O arqueólogo inglês sir Charles Leonardo Wooley descobriu ao norte de Basora, próximo ao Golfo Pérsico, ao dirigir as escavações para a descoberta dos restos da cidade de Ur, as camadas de lama do dilúvio mencionada na Bíblia. Pesquisas posteriores completaram a descoberta. O dilúvio parcial do delta dos rios Tigre e Eufrates é hoje uma realidade atestada pela Ciência. Foi esse dilúvio, ou seja, uma inundação parcial, que serviu de motivo histórico para a lenda bíblica.

A Ciência e o Dilúvio

Levando pelo lado cientifico a inundação global de todo planeta, como é atestado pela descrição de Moisés, e que segundo ele chegou até a cobrir os picos mais altos, vamos deixar algumas observações:

Seria impossível preservar toda a biodiversidade do planeta com um único par de cada espécie. Endogamia problemas nos troncos genéticos se tornaria incontroláveis.

- A quantidade de alimento necessária para manter um grande número de animais, excederia o espaço disponível.
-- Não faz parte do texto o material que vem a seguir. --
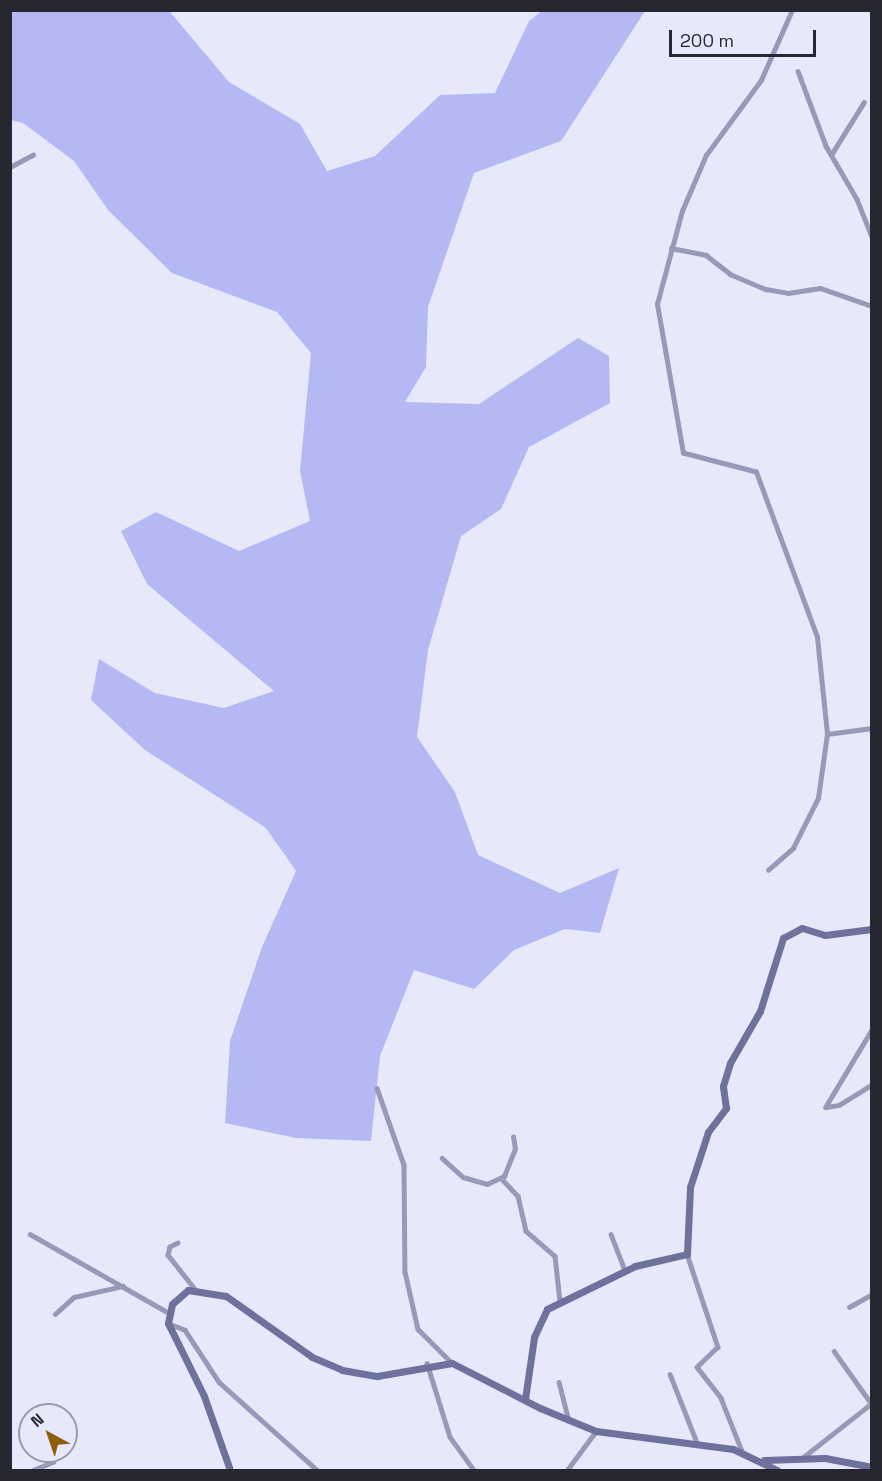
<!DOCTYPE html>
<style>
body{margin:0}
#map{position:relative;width:882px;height:1481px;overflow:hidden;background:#e7e9fa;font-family:"Space Grotesk",sans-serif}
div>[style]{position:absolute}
.green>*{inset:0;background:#b4b9f4}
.street>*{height:4.5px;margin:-2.25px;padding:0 2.25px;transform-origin:2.25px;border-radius:2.25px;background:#9699b7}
.secondary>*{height:7px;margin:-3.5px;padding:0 3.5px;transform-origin:3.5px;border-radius:3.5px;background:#6e719c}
span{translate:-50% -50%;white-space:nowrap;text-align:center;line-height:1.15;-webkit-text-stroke:6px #e7e9fa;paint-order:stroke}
.frame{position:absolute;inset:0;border:12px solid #262731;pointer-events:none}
.north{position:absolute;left:18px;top:1403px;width:60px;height:60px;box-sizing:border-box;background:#e7e9fa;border:2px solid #9a9baa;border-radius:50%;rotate:320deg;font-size:16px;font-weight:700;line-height:24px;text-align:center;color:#262731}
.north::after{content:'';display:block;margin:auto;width:21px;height:27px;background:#8f5c0b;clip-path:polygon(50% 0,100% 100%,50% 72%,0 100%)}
.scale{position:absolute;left:669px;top:30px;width:147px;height:27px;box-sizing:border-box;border:3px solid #262731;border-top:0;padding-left:8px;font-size:18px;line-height:21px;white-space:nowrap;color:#262731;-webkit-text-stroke:4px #e7e9fa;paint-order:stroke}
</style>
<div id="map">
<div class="green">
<i style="clip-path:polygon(11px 11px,170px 12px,229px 82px,300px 124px,327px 171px,375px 156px,440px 95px,495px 93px,529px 21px,542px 11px,645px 11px,561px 141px,474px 173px,428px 307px,426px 367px,405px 402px,479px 404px,578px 338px,609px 356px,610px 403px,529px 447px,501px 509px,461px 536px,428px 650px,417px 737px,455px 792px,478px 855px,560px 893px,619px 868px,600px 933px,565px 929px,514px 950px,474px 989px,414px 970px,380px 1056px,371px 1141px,296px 1138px,225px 1123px,230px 1041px,262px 947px,296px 871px,266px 828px,145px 750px,91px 700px,99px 659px,155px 693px,224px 708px,274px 691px,147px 584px,121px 531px,156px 512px,239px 551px,310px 521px,300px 471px,311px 353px,277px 312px,172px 273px,108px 210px,74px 161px,23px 123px,11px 120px)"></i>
</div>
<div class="street">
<i style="left:798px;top:71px;width:80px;rotate:69.5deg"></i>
<i style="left:826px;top:146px;width:61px;rotate:59.7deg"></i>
<i style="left:857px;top:199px;width:41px;rotate:68.5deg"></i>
<i style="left:831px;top:155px;width:62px;rotate:-58.1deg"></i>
<i style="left:10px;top:167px;width:26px;rotate:-28deg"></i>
<i style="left:671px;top:248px;width:36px;rotate:11deg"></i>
<i style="left:706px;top:255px;width:31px;rotate:38deg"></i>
<i style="left:730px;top:274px;width:39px;rotate:23deg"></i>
<i style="left:766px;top:289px;width:22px;rotate:10deg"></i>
<i style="left:788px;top:293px;width:32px;rotate:-9deg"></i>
<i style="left:820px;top:288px;width:55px;rotate:19.1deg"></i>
<i style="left:827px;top:734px;width:45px;rotate:-7.6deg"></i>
<i style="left:768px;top:870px;width:33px;rotate:-41deg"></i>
<i style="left:793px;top:848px;width:56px;rotate:-63.4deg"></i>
<i style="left:818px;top:798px;width:65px;rotate:-82deg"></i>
<i style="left:827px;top:734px;width:98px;rotate:-95.9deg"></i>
<i style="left:817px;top:637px;width:176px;rotate:-110.3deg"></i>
<i style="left:756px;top:472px;width:75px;rotate:-165.4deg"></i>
<i style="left:683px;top:453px;width:151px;rotate:-99.9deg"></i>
<i style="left:657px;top:304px;width:96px;rotate:-75deg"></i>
<i style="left:682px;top:211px;width:61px;rotate:-66.8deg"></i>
<i style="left:706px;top:155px;width:93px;rotate:-53.7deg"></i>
<i style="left:761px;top:80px;width:77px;rotate:-66.1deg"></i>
<i style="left:872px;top:1030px;width:90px;rotate:120.9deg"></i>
<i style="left:826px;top:1107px;width:13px;rotate:-9deg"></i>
<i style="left:839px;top:1105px;width:39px;rotate:-32deg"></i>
<i style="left:377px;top:1088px;width:82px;rotate:70.7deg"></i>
<i style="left:404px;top:1165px;width:107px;rotate:89.5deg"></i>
<i style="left:405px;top:1272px;width:58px;rotate:77.2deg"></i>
<i style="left:418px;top:1329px;width:48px;rotate:45deg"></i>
<i style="left:442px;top:1158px;width:28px;rotate:42deg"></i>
<i style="left:463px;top:1177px;width:25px;rotate:16deg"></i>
<i style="left:487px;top:1184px;width:19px;rotate:-25deg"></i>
<i style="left:504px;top:1176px;width:29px;rotate:-68deg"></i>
<i style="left:515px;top:1149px;width:12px;rotate:-99deg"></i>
<i style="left:502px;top:1179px;width:23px;rotate:47deg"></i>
<i style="left:518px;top:1196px;width:36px;rotate:77deg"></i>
<i style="left:526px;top:1231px;width:38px;rotate:41deg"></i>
<i style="left:555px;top:1256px;width:45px;rotate:83.7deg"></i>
<i style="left:30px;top:1234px;width:160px;rotate:29.6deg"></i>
<i style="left:611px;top:1234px;width:40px;rotate:69deg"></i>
<i style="left:178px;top:1243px;width:9px;rotate:153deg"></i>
<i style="left:170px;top:1247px;width:8px;rotate:104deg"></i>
<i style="left:168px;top:1255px;width:43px;rotate:51.5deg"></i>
<i style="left:687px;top:1254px;width:98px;rotate:71.6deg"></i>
<i style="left:718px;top:1347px;width:29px;rotate:136deg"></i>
<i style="left:697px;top:1367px;width:39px;rotate:52deg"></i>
<i style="left:721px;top:1398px;width:57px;rotate:68.4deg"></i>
<i style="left:849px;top:1307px;width:26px;rotate:-29deg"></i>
<i style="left:55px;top:1314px;width:25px;rotate:-42deg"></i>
<i style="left:74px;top:1297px;width:50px;rotate:-12.7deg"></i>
<i style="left:168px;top:1323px;width:18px;rotate:22deg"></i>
<i style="left:185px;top:1330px;width:62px;rotate:56.8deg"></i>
<i style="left:219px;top:1382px;width:132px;rotate:41.9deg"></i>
<i style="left:834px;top:1351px;width:64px;rotate:54.6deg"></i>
<i style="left:427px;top:1363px;width:77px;rotate:72.7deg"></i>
<i style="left:450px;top:1437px;width:41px;rotate:54deg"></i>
<i style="left:670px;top:1374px;width:76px;rotate:68.5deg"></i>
<i style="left:559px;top:1382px;width:40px;rotate:75.6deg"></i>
<i style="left:802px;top:1458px;width:89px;rotate:-38.2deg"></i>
<i style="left:33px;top:1470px;width:22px;rotate:-22deg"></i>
<i style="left:567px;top:1470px;width:49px;rotate:-53.4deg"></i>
</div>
<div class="secondary">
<i style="left:525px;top:1399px;width:63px;rotate:-81.7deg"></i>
<i style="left:534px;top:1337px;width:31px;rotate:-65deg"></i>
<i style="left:547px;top:1309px;width:98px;rotate:-26deg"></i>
<i style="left:635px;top:1266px;width:53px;rotate:-13deg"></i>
<i style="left:687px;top:1254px;width:67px;rotate:-87.4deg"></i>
<i style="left:690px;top:1187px;width:58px;rotate:-71.9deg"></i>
<i style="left:708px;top:1132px;width:30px;rotate:-53deg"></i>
<i style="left:726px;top:1108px;width:22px;rotate:-98deg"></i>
<i style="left:723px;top:1086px;width:24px;rotate:-73deg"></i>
<i style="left:730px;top:1063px;width:60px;rotate:-60deg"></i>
<i style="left:760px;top:1011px;width:77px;rotate:-72.5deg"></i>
<i style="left:783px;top:938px;width:21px;rotate:-28deg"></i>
<i style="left:802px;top:928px;width:24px;rotate:17deg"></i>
<i style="left:825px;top:935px;width:47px;rotate:-7.3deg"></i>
<i style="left:764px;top:1460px;width:61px;rotate:-1.9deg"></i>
<i style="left:825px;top:1458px;width:48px;rotate:10.8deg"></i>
<i style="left:230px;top:1470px;width:78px;rotate:-109.4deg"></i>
<i style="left:204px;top:1396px;width:81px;rotate:-116.3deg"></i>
<i style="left:168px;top:1323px;width:19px;rotate:-78deg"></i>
<i style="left:172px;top:1304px;width:21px;rotate:-41deg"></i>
<i style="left:188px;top:1290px;width:38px;rotate:9deg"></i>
<i style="left:226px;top:1296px;width:105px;rotate:35.3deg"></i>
<i style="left:312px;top:1357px;width:33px;rotate:23deg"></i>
<i style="left:342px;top:1370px;width:36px;rotate:10deg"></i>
<i style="left:377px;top:1376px;width:76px;rotate:-9.8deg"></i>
<i style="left:452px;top:1363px;width:99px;rotate:27.1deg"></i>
<i style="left:540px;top:1408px;width:61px;rotate:22.3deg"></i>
<i style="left:596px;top:1431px;width:138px;rotate:7.5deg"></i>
<i style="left:733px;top:1449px;width:49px;rotate:25.5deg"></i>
</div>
<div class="frame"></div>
<div class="north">N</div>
<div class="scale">200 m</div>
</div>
Plantas não poderiam sobreviver ao número de dias em que estiveram debaixo de água, e depois do dilúvio, haveria perdido toda a produção primária do planeta, com exceção de fitoplâncton.

- E após um desastre dessa magnitude, os ecossistemas para se recuperem levariam séculos, não dando possibilidade a sobrevivência de muitas espécies.

- Portanto: Poderia aqui citar milhares de provas cientificas de que esta catástrofe global, como é definida pelos estudiosos bíblicos na verdade nunca ocorreu, pois nem mesmo Moisés cita o dilúvio como universal e ao contrário do que afirmam alguns a ciência nunca aprovou esta suposta suposição tão lunática !

A Lógica Arcaica

Quem escreveu a Gênese foi Moisés, mais de onde ele tirou suas teses? - Segundo mostra algumas fontes do novo testamento, Moisés foi um iniciado da cultura e religião egípcia, um dos povos mais antigos daquela região, e praticamente seu primeiro livro (gênese) foi baseado em contos e mitos de outros povos antigos, que ali se fazia tradição.

Os devas indiano, que são um conjunto de livros mais antigo das regiões orientais, cita o dilúvio, assim como os próprios contos babilônicos.

Segundo a tradição esotérica, Moisés na verdade não seria israelita, mais sim babilônico da cidade de Ur, iniciado no Egito, e a sua famosa história, onde foi abandonado em um rio, e achado pelos egípcios, se encontra também mitologicamente descrita na lenda de Krishna-Karma – O Moisés indiano.

Ou seja: A religião semita em sua origem,  é um plágio de culturas muito mais antigas e é claro né, muito mais organizadas e realistas !

- Portanto: Para os religiosos pseudos-puristas, na verdade não deveriam ficar revoltados com o filme, mais sim com suas próprias limitações culturais, espirituais e pessoais.